Dowd attracted attention on Saturday when he told The Daily Beast he hoped Mueller’s investigation would be shut down.
In an email, Dowd said “I pray” that the deputy attorney general, Rod Rosenstein, who oversees special counsel Robert Mueller, “will follow the brilliant and courageous example of the FBI Office of Professional Responsibility [OPR] and attorney general Jeff Sessions”, who fired the former deputy FBI director Andrew McCabe on Friday.
That, Dowd said, would “bring an end to alleged Russia collusion investigation manufactured by McCabe’s boss James Comey based upon a fraudulent and corrupt dossier”.
Dowd first said he was speaking for the president but then rowed back, saying he had spoken in a personal capacity. He then told Axios that Trump “didn’t have any problem” with his statement.
Dowd had attracted controversy before. In December, he insisted “the president cannot obstruct justice” after Trump tweeted: “I had to fire [former national security adviser Michael] Flynn because he lied to the Vice President and the FBI.”
The tweet raised questions about whether Trump had attempted to obstruct justice when he asked the then FBI director James Comey to halt an investigation into Flynn the day after he was fired.
Dowd later insisted he wrote the tweet in question, not Trump.
Before representing Trump, Dowd was best known for his role in Major League Baseball’s investigation of the all-time hits leader Pete Rose, for gambling. As a result of Dowd’s controversial report, Rose was banned from baseball and made ineligible for induction in the Hall of Fame.
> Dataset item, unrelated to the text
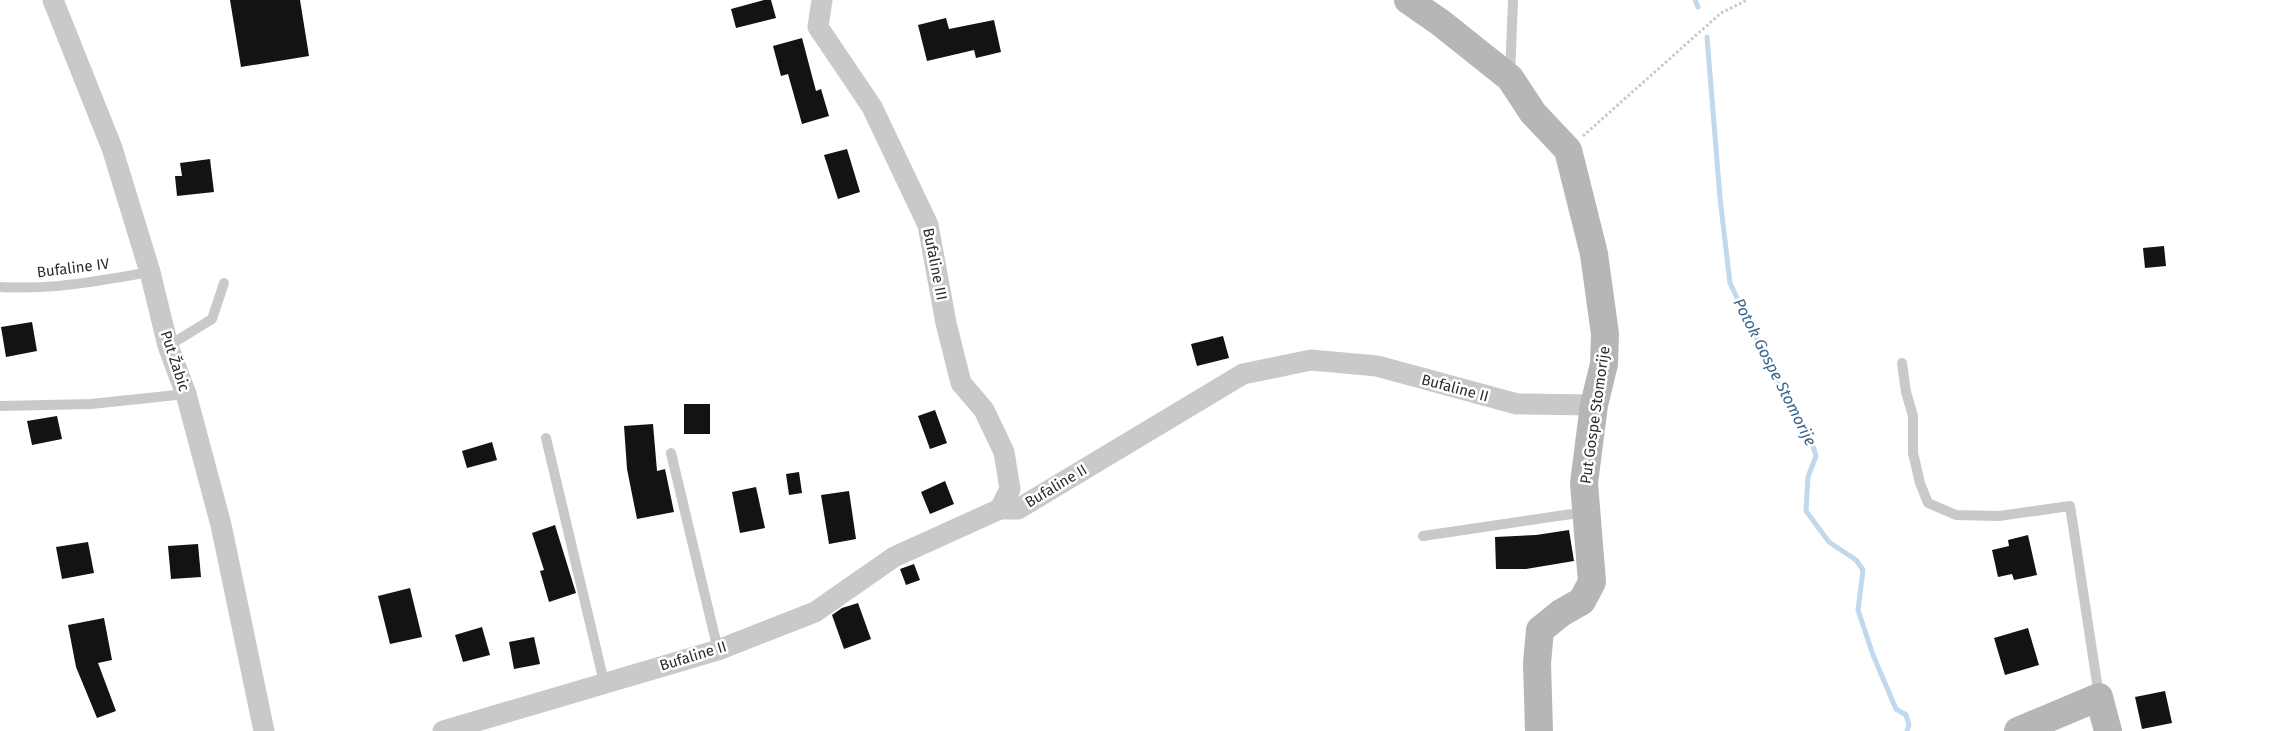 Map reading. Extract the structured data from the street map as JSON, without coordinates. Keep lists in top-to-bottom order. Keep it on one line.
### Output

Some of Trump’s allies have urged him to be more aggressive in dealing with the special counsel’s office.
On Monday, Trump expanded his legal team by hiring Joe DiGenova, a former federal prosecutor who has suggested that law enforcement officials are trying to frame the president.
The shakeup comes less than two weeks after Trump insisted on Twitter he was “VERY happy” with his legal team and said his lawyers were “doing a great job”.
There have also been conversations with other potential lawyers as well.
However, Ted Olson, a prominent and widely respected Republican lawyer, declined to join Trump’s team this week, according to a source with knowledge of the exchange.
Besides DiGenova and Sekulow, Trump is also represented by Ty Cobb, who works in the White House and remains on staff there.